- Mette Frederiksen, líder do Partido Social-Democrata, vai formar um governo de coalizão de centro-esquerda em minoria.
- A coalizão fica com o Partido Social-Democrata, o Partido Popular Socialista, o Radikale Venstre e os Moderates.
- O acordo permite a Frederiksen governar pela terceira vez; o novo gabinete será apresentado em 3 de junho de 2026.
- Dinamarca ficou 69 dias sem um governo desde a eleição de março; haverá atenção a custos de vida, economia e bem‑estar.

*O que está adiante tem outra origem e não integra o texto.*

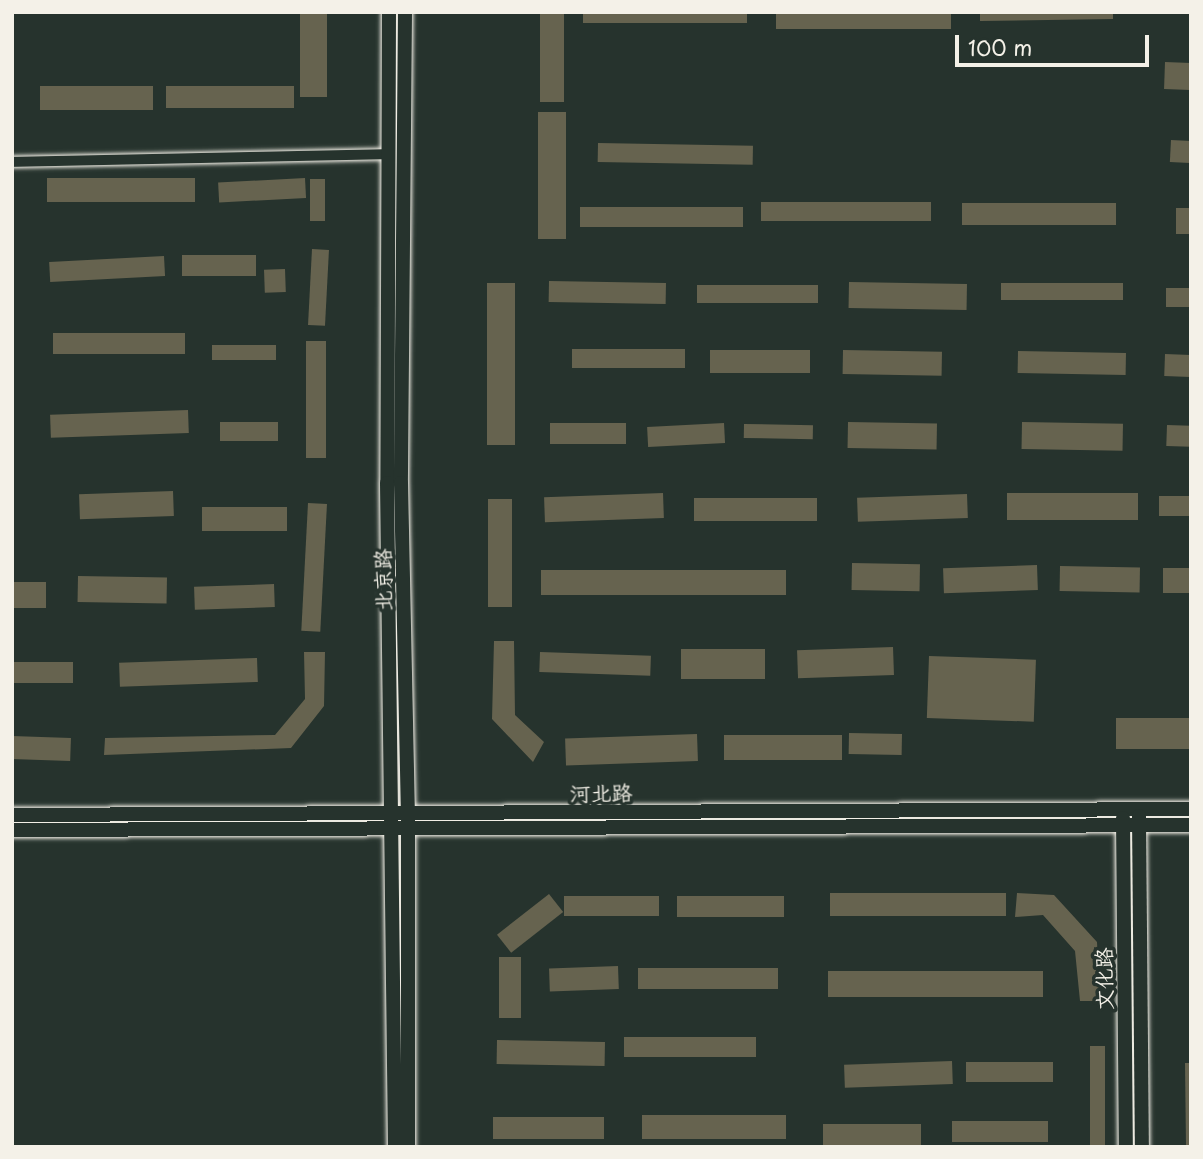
<!DOCTYPE html>
<meta charset="utf-8">
<style>
body{margin:0}
#map{position:relative;width:1203px;height:1159px;overflow:hidden;background:#26332d;font-family:"Playpen Sans","LXGW WenKai TC",sans-serif}
div>[style]{position:absolute}
.building>*{inset:0;background:#66634f;transform-origin:0 0}
.roads{filter:drop-shadow(0 0 2px #f4f1e8) drop-shadow(0 0 2px #f4f1e8)}
.minor>*{height:10px;margin:-5px;padding:0 5px;transform-origin:5px;border-radius:5px;background:#26332d}
.tertiary>*{height:14px;margin:-7px;padding:0 7px;transform-origin:7px;border-radius:7px;background:#26332d}
span{translate:-50% -50%;white-space:nowrap;text-align:center;line-height:1.15;-webkit-text-stroke:7px #26332d;paint-order:stroke}
.street-label{font-size:21px;color:#f4f1e8}
.frame{position:absolute;inset:0;border:14px solid #f4f1e8;pointer-events:none}
.scale{position:absolute;left:955px;top:35px;width:194px;height:32px;box-sizing:border-box;border:4px solid #f4f1e8;border-top:0;padding-left:9px;font-size:21px;line-height:24px;white-space:nowrap;color:#f4f1e8;-webkit-text-stroke:5px #26332d;paint-order:stroke}
</style>
<div id="map">
<div class="building">
<div style="left:300px;top:12px;width:27px;height:85px"></div>
<div style="left:540px;top:12px;width:24px;height:90px"></div>
<div style="left:583px;top:12px;width:164px;height:11px"></div>
<div style="left:776px;top:12px;width:175px;height:17px"></div>
<div style="clip-path:polygon(980px 12px,1113px 12px,1113px 19px,980px 21px)"></div>
<div style="left:1165px;top:62px;width:26px;height:27px;rotate:2deg"></div>
<div style="left:40px;top:86px;width:113px;height:24px"></div>
<div style="left:294px;top:86px;width:22px;height:128px;rotate:90deg"></div>
<div style="left:538px;top:112px;width:28px;height:127px"></div>
<div style="left:1171px;top:140px;width:20px;height:22px;rotate:3deg"></div>
<div style="left:598px;top:143px;width:155px;height:19px;rotate:1deg"></div>
<div style="left:195px;top:178px;width:24px;height:148px;rotate:90deg"></div>
<div style="left:305px;top:178px;width:20px;height:87px;rotate:87deg"></div>
<div style="left:310px;top:179px;width:15px;height:42px"></div>
<div style="left:931px;top:202px;width:19px;height:170px;rotate:90deg"></div>
<div style="left:1116px;top:203px;width:22px;height:154px;rotate:90deg"></div>
<div style="left:743px;top:207px;width:20px;height:163px;rotate:90deg"></div>
<div style="left:1176px;top:208px;width:15px;height:26px"></div>
<div style="left:312px;top:249px;width:17px;height:76px;rotate:3deg"></div>
<div style="left:182px;top:255px;width:74px;height:21px"></div>
<div style="left:164px;top:256px;width:20px;height:115px;rotate:87deg"></div>
<div style="left:285px;top:269px;width:23px;height:21px;rotate:88deg"></div>
<div style="left:549px;top:281px;width:117px;height:21px;rotate:1deg"></div>
<div style="left:849px;top:282px;width:118px;height:26px;rotate:1deg"></div>
<div style="left:487px;top:283px;width:28px;height:162px"></div>
<div style="left:1123px;top:283px;width:17px;height:122px;rotate:90deg"></div>
<div style="left:697px;top:285px;width:121px;height:18px"></div>
<div style="left:1166px;top:288px;width:25px;height:19px"></div>
<div style="left:185px;top:333px;width:21px;height:132px;rotate:90deg"></div>
<div style="left:306px;top:341px;width:20px;height:117px"></div>
<div style="left:276px;top:345px;width:15px;height:64px;rotate:90deg"></div>
<div style="left:685px;top:349px;width:19px;height:113px;rotate:90deg"></div>
<div style="left:710px;top:350px;width:100px;height:23px"></div>
<div style="left:843px;top:350px;width:99px;height:24px;rotate:1deg"></div>
<div style="left:1018px;top:351px;width:108px;height:22px;rotate:1deg"></div>
<div style="left:1165px;top:354px;width:26px;height:22px;rotate:2deg"></div>
<div style="left:188px;top:410px;width:23px;height:138px;rotate:88deg"></div>
<div style="left:278px;top:422px;width:19px;height:58px;rotate:90deg"></div>
<div style="left:848px;top:422px;width:89px;height:26px;rotate:1deg"></div>
<div style="left:1022px;top:422px;width:101px;height:27px;rotate:1deg"></div>
<div style="left:550px;top:423px;width:76px;height:21px"></div>
<div style="left:724px;top:423px;width:20px;height:77px;rotate:87deg"></div>
<div style="left:744px;top:424px;width:69px;height:14px;rotate:1deg"></div>
<div style="left:1167px;top:425px;width:24px;height:21px;rotate:2deg"></div>
<div style="left:173px;top:491px;width:25px;height:94px;rotate:88deg"></div>
<div style="left:663px;top:493px;width:25px;height:119px;rotate:88deg"></div>
<div style="left:1007px;top:493px;width:131px;height:27px"></div>
<div style="left:967px;top:494px;width:24px;height:110px;rotate:88deg"></div>
<div style="left:1191px;top:496px;width:20px;height:32px;rotate:90deg"></div>
<div style="left:817px;top:498px;width:23px;height:123px;rotate:90deg"></div>
<div style="left:488px;top:499px;width:24px;height:108px"></div>
<div style="left:308px;top:503px;width:19px;height:128px;rotate:3deg"></div>
<div style="left:287px;top:507px;width:24px;height:85px;rotate:90deg"></div>
<div style="left:852px;top:563px;width:68px;height:27px;rotate:1deg"></div>
<div style="left:1037px;top:565px;width:25px;height:94px;rotate:88deg"></div>
<div style="left:1060px;top:566px;width:80px;height:25px;rotate:1deg"></div>
<div style="left:1163px;top:568px;width:28px;height:25px"></div>
<div style="left:786px;top:570px;width:25px;height:245px;rotate:90deg"></div>
<div style="left:78px;top:576px;width:89px;height:26px;rotate:1deg"></div>
<div style="left:46px;top:582px;width:26px;height:34px;rotate:90deg"></div>
<div style="left:274px;top:584px;width:23px;height:80px;rotate:88deg"></div>
<div style="clip-path:polygon(494px 641px,514px 641px,515px 715px,544px 742px,533px 762px,492px 719px)"></div>
<div style="left:893px;top:647px;width:28px;height:96px;rotate:88deg"></div>
<div style="left:765px;top:649px;width:30px;height:84px;rotate:90deg"></div>
<div style="clip-path:polygon(304px 652px,325px 652px,324px 706px,291px 748px,104px 755px,105px 738px,275px 735px,305px 699px)"></div>
<div style="left:540px;top:652px;width:111px;height:20px;rotate:2deg"></div>
<div style="left:929px;top:656px;width:107px;height:62px;rotate:2deg"></div>
<div style="left:257px;top:658px;width:24px;height:138px;rotate:88deg"></div>
<div style="left:73px;top:662px;width:21px;height:61px;rotate:90deg"></div>
<div style="left:1116px;top:718px;width:75px;height:31px"></div>
<div style="left:849px;top:733px;width:53px;height:21px;rotate:1deg"></div>
<div style="left:697px;top:734px;width:27px;height:132px;rotate:88deg"></div>
<div style="left:724px;top:735px;width:118px;height:25px"></div>
<div style="left:12px;top:736px;width:59px;height:23px;rotate:2deg"></div>
<div style="left:1006px;top:893px;width:23px;height:176px;rotate:90deg"></div>
<div style="clip-path:polygon(1017px 893px,1054px 895px,1097px 942px,1100px 1001px,1080px 1001px,1075px 951px,1043px 915px,1015px 917px)"></div>
<div style="left:549px;top:894px;width:23px;height:66px;rotate:52deg"></div>
<div style="left:659px;top:896px;width:20px;height:95px;rotate:90deg"></div>
<div style="left:784px;top:896px;width:21px;height:107px;rotate:90deg"></div>
<div style="left:499px;top:957px;width:22px;height:61px"></div>
<div style="left:618px;top:966px;width:23px;height:69px;rotate:88deg"></div>
<div style="left:638px;top:968px;width:140px;height:21px"></div>
<div style="left:1043px;top:971px;width:26px;height:215px;rotate:90deg"></div>
<div style="left:756px;top:1037px;width:20px;height:132px;rotate:90deg"></div>
<div style="left:497px;top:1040px;width:108px;height:24px;rotate:1deg"></div>
<div style="left:1090px;top:1046px;width:15px;height:101px"></div>
<div style="left:952px;top:1061px;width:23px;height:108px;rotate:88deg"></div>
<div style="left:1053px;top:1062px;width:20px;height:87px;rotate:90deg"></div>
<div style="clip-path:polygon(1185px 1063px,1191px 1063px,1191px 1147px,1186px 1147px)"></div>
<div style="left:786px;top:1115px;width:24px;height:144px;rotate:90deg"></div>
<div style="left:604px;top:1117px;width:22px;height:111px;rotate:90deg"></div>
<div style="left:952px;top:1121px;width:96px;height:21px"></div>
<div style="left:921px;top:1124px;width:22px;height:98px;rotate:90deg"></div>
</div>
<div class="roads">
<div class="minor">
<div style="left:12px;top:162px;width:378px;rotate:-1.2deg"></div>
</div>
<div class="tertiary">
<div style="left:389px;top:12px;width:471px;rotate:90.2deg"></div>
<div style="left:387px;top:483px;width:664px;rotate:89.31deg"></div>
<div style="left:405px;top:12px;width:471px;rotate:90.5deg"></div>
<div style="left:401px;top:483px;width:332px;rotate:88.8deg"></div>
<div style="left:408px;top:815px;width:332px;rotate:90deg"></div>
<div style="left:12px;top:815px;width:1179px;rotate:-0.29deg"></div>
<div style="left:1139px;top:816px;width:331px;rotate:89.5deg"></div>
<div style="left:1123px;top:818px;width:329px;rotate:89.5deg"></div>
<div style="left:12px;top:830px;width:1179px;rotate:-0.24deg"></div>
</div>
</div>
<div class="street-label">
<span style="left:382px;top:580px;rotate:-91deg">北京路</span>
<span style="left:601px;top:792px;rotate:-1deg">河北路</span>
<span style="left:1103px;top:979px;rotate:-91deg">文化路</span>
</div>
<div class="frame"></div>
<div class="scale">100 m</div>
</div>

- Na eleição, o Partido Social-Democrata teve 21,9% dos votos e 38 cadeiras, perdendo 12, ficando longe da maioria de 90.

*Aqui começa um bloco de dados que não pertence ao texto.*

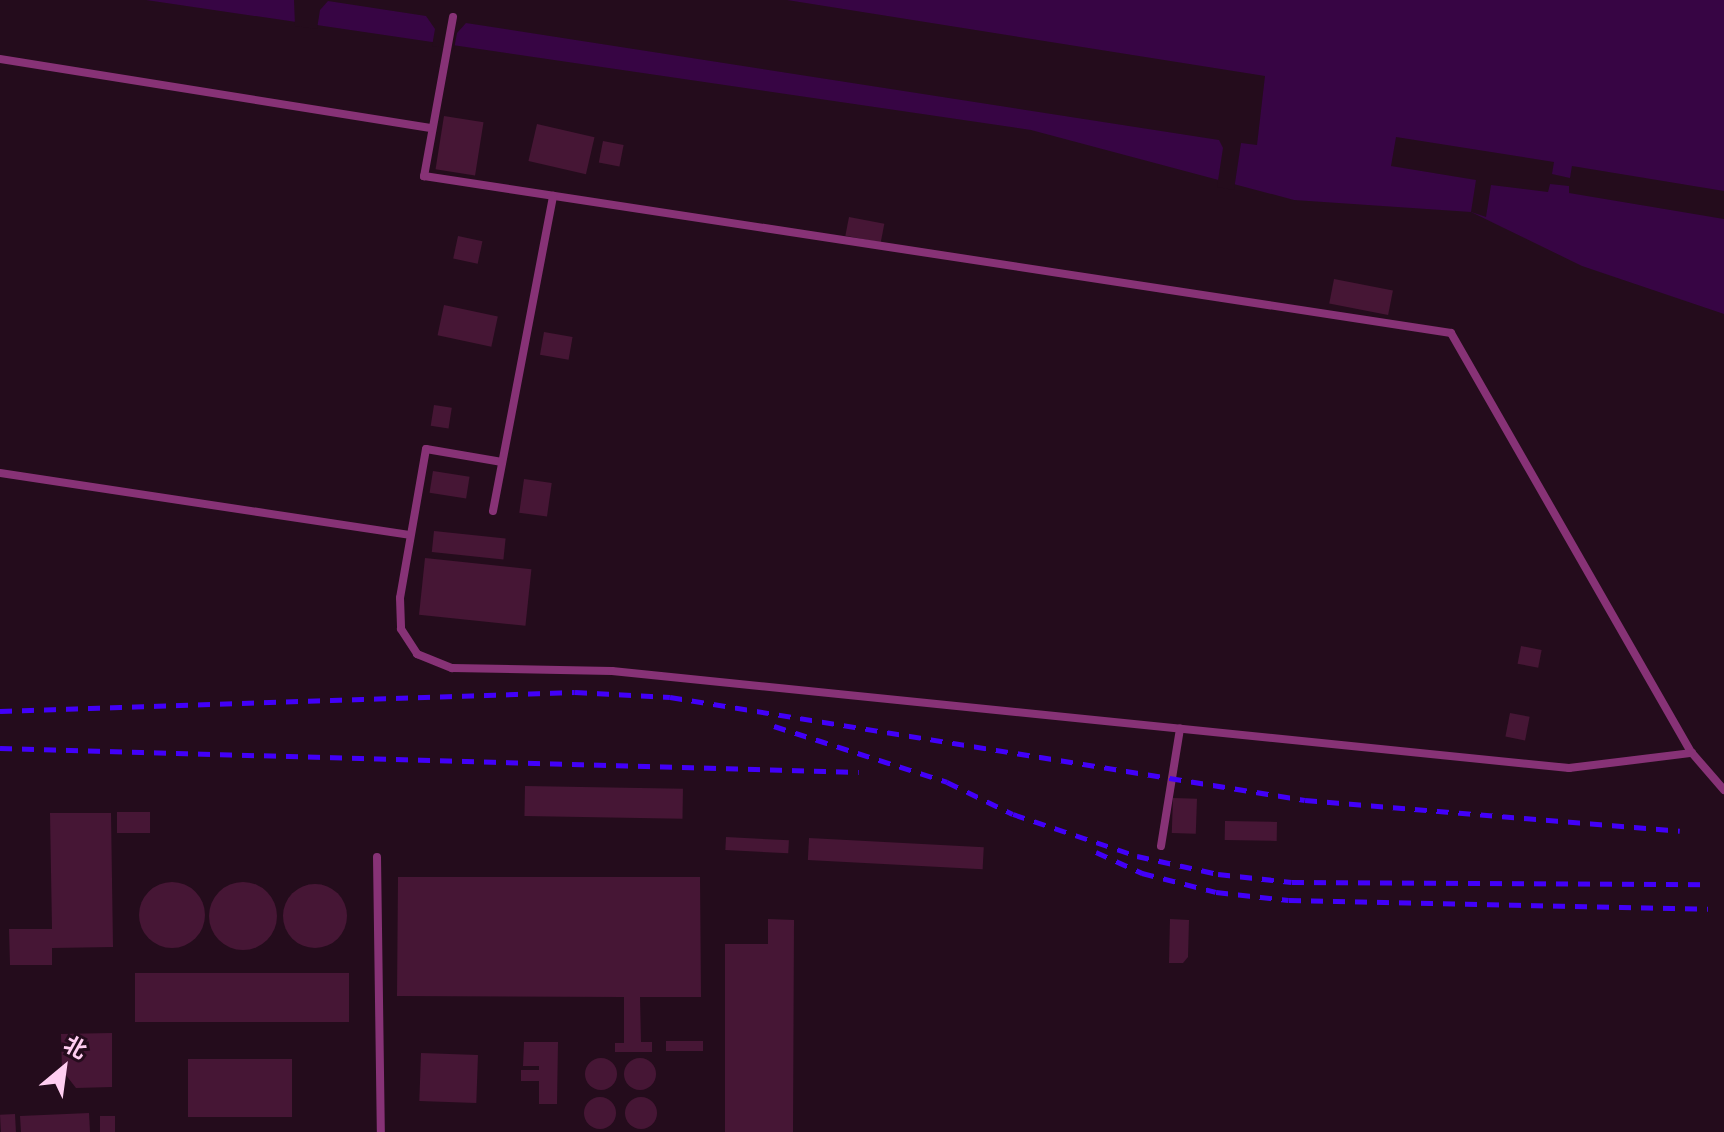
<!DOCTYPE html>
<meta charset="utf-8">
<style>
body{margin:0}
#map{position:relative;width:1724px;height:1132px;overflow:hidden;background:#240c1c;font-family:"PT Sans Narrow","Noto Sans SC",sans-serif}
div>[style]{position:absolute}
.water>*{inset:0;background:#370544}
.pier>*{inset:0;background:#240c1c}
.building>*{inset:0;background:#461635;transform-origin:0 0}
.round{border-radius:50%}
.lane>*{height:8px;margin:-4px;padding:0 4px;transform-origin:4px;border-radius:4px;background:#873276}
.rail>*{height:5px;margin-top:-2.5px;transform-origin:0;background:repeating-linear-gradient(90deg,#4200f9 0 12px,transparent 0 22px)}
span{translate:-50% -50%;white-space:nowrap;text-align:center;line-height:1.15;-webkit-text-stroke:6px #240c1c;paint-order:stroke}
.north{position:absolute;left:24px;top:1028px;width:80px;height:80px;-webkit-text-stroke:6px #240c1c;paint-order:stroke;rotate:29deg;font-size:22px;font-weight:700;line-height:32px;text-align:center;color:#ffcef1}
.north::after{content:'';display:block;margin:auto;width:28px;height:36px;background:#ffcef1;clip-path:polygon(50% 0,100% 100%,50% 72%,0 100%)}
</style>
<div id="map">
<div class="water">
<i style="clip-path:polygon(146px 0,1724px 0,1724px 314px,1582px 266px,1471px 212px,1294px 200px,1031px 130px)"></i>
</div>
<div class="pier">
<i style="clip-path:polygon(294px 0,787px 0,1265px 76px,1257px 145px,1241px 143px,1234px 190px,1217px 187px,1223px 148px,1219px 140px,466px 23px,457px 33px,454px 49px,432px 46px,435px 29px,426px 16px,328px 1px,320px 10px,317px 29px,295px 26px)"></i>
<i style="clip-path:polygon(1396px 137px,1554px 162px,1552px 174px,1570px 178px,1572px 166px,1724px 191px,1724px 219px,1569px 193px,1569px 186px,1550px 184px,1548px 192px,1491px 185px,1486px 217px,1471px 212px,1476px 180px,1391px 166px)"></i>
</div>
<div class="building">
<i style="left:444px;top:116px;width:40px;height:54px;rotate:9deg"></i>
<i style="left:537px;top:124px;width:59px;height:38px;rotate:13deg"></i>
<i style="left:603px;top:141px;width:21px;height:22px;rotate:11deg"></i>
<i style="left:849px;top:217px;width:36px;height:19px;rotate:11deg"></i>
<i style="left:458px;top:236px;width:25px;height:23px;rotate:12deg"></i>
<i style="left:1334px;top:279px;width:60px;height:25px;rotate:11deg"></i>
<i style="left:444px;top:305px;width:55px;height:31px;rotate:12deg"></i>
<i style="left:544px;top:332px;width:29px;height:23px;rotate:10deg"></i>
<i style="left:434px;top:405px;width:18px;height:21px;rotate:9deg"></i>
<i style="left:433px;top:471px;width:37px;height:22px;rotate:9deg"></i>
<i style="left:524px;top:479px;width:28px;height:34px;rotate:8deg"></i>
<i style="left:434px;top:531px;width:72px;height:21px;rotate:6deg"></i>
<i style="left:425px;top:558px;width:107px;height:57px;rotate:6deg"></i>
<i style="left:1521px;top:646px;width:21px;height:18px;rotate:11deg"></i>
<i style="left:1510px;top:713px;width:20px;height:24px;rotate:11deg"></i>
<i style="left:525px;top:786px;width:158px;height:30px;rotate:1deg"></i>
<i style="left:1173px;top:798px;width:24px;height:35px;rotate:2deg"></i>
<i style="left:117px;top:812px;width:33px;height:21px"></i>
<i style="clip-path:polygon(50px 813px,111px 813px,113px 947px,52px 948px,52px 965px,10px 965px,9px 929px,52px 929px)"></i>
<i style="left:1225px;top:821px;width:52px;height:19px;rotate:1deg"></i>
<i style="left:726px;top:837px;width:63px;height:13px;rotate:3deg"></i>
<i style="left:809px;top:838px;width:175px;height:22px;rotate:3deg"></i>
<i style="clip-path:polygon(398px 877px,700px 877px,701px 997px,640px 997px,641px 1042px,652px 1042px,652px 1052px,615px 1052px,615px 1043px,624px 1043px,624px 997px,397px 996px)"></i>
<i class="round" style="left:139px;top:882px;width:66px;height:66px"></i>
<i class="round" style="left:209px;top:882px;width:68px;height:68px"></i>
<i class="round" style="left:283px;top:884px;width:64px;height:64px"></i>
<i style="clip-path:polygon(768px 919px,794px 920px,793px 1132px,725px 1132px,725px 944px,768px 944px)"></i>
<i style="clip-path:polygon(1170px 919px,1189px 920px,1188px 957px,1183px 963px,1169px 963px)"></i>
<i style="left:135px;top:973px;width:214px;height:49px"></i>
<i style="clip-path:polygon(112px 1033px,112px 1087px,76px 1088px,62px 1070px,61px 1034px)"></i>
<i style="left:703px;top:1041px;width:10px;height:37px;rotate:90deg"></i>
<i style="clip-path:polygon(524px 1042px,558px 1042px,557px 1104px,539px 1104px,539px 1081px,521px 1081px,521px 1070px,539px 1070px,539px 1066px,523px 1066px)"></i>
<i style="left:421px;top:1053px;width:57px;height:48px;rotate:2deg"></i>
<i class="round" style="left:585px;top:1058px;width:32px;height:32px"></i>
<i class="round" style="left:624px;top:1058px;width:32px;height:32px"></i>
<i style="left:188px;top:1059px;width:104px;height:58px"></i>
<i class="round" style="left:584px;top:1097px;width:32px;height:32px"></i>
<i class="round" style="left:625px;top:1097px;width:32px;height:32px"></i>
<i style="clip-path:polygon(89px 1113px,90px 1132px,21px 1132px,20px 1116px)"></i>
<i style="left:15px;top:1114px;width:18px;height:15px;rotate:87deg"></i>
<i style="left:100px;top:1116px;width:15px;height:16px"></i>
</div>
<div class="lane">
<i style="left:453px;top:17px;width:162px;rotate:100.3deg"></i>
<i style="left:424px;top:176px;width:1039px;rotate:8.69deg"></i>
<i style="left:1451px;top:333px;width:484px;rotate:60.2deg"></i>
<i style="left:1692px;top:753px;width:49px;rotate:49.1deg"></i>
<i style="left:0;top:59px;width:436px;rotate:9.1deg"></i>
<i style="left:502px;top:462px;width:77px;rotate:-170.3deg"></i>
<i style="left:426px;top:449px;width:151px;rotate:99.9deg"></i>
<i style="left:400px;top:598px;width:31px;rotate:88deg"></i>
<i style="left:401px;top:629px;width:30px;rotate:57deg"></i>
<i style="left:417px;top:654px;width:38px;rotate:22deg"></i>
<i style="left:452px;top:668px;width:160px;rotate:1.1deg"></i>
<i style="left:612px;top:671px;width:962px;rotate:5.79deg"></i>
<i style="left:1569px;top:768px;width:124px;rotate:-7deg"></i>
<i style="left:0;top:473px;width:414px;rotate:8.6deg"></i>
<i style="left:493px;top:511px;width:321px;rotate:-79.2deg"></i>
<i style="left:1161px;top:846px;width:119px;rotate:-80.8deg"></i>
<i style="left:377px;top:857px;width:275px;rotate:89.2deg"></i>
</div>
<div class="rail">
<i style="left:0;top:711px;width:575px;rotate:-1.89deg"></i>
<i style="left:575px;top:692px;width:95px;rotate:3deg"></i>
<i style="left:670px;top:697px;width:643px;rotate:9.21deg"></i>
<i style="left:1305px;top:800px;width:376px;rotate:4.7deg"></i>
<i style="left:774px;top:726px;width:182px;rotate:17.9deg"></i>
<i style="left:947px;top:782px;width:73px;rotate:25.9deg"></i>
<i style="left:1013px;top:814px;width:131px;rotate:18.7deg"></i>
<i style="left:1137px;top:856px;width:83px;rotate:12.5deg"></i>
<i style="left:1218px;top:874px;width:74px;rotate:6.2deg"></i>
<i style="left:1292px;top:882px;width:418px;rotate:0.3deg"></i>
<i style="left:0;top:748px;width:859px;rotate:1.6deg"></i>
<i style="left:1096px;top:852px;width:51px;rotate:24.5deg"></i>
<i style="left:1142px;top:873px;width:76px;rotate:14.4deg"></i>
<i style="left:1216px;top:892px;width:73px;rotate:6.3deg"></i>
<i style="left:1289px;top:900px;width:419px;rotate:1.2deg"></i>
</div>
<div class="north">北</div>
</div>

Mette Frederiksen, líder do Partido Social Democrata, vai formar um governo de coalizão de centro-esquerda na Dinamarca, após meses de negociação. O acordo leva Frederiksen a um terceiro mandato, em meio a críticas sobre custo de vida e economia.
A coalizão terá apenas uma minoria, incluindo Socialdemokraterne, SF (Partido do Povo Socialista), Radikale Venstre e Moderaterne, segundo comunicado do Palácio. Frederiksen disse a repórteres após reunião com o rei Frederik X que apresentaria o novo gabinete na quarta-feira.
O acordo foi selado após longas negociações, com o rei recebendo o governo recém-formado no Amalienborg, em Copenhague. O anúncio foi feito pelo Palácio Real e o rei deve receber a nova equipe no início da manhã de 3 de junho de 2026.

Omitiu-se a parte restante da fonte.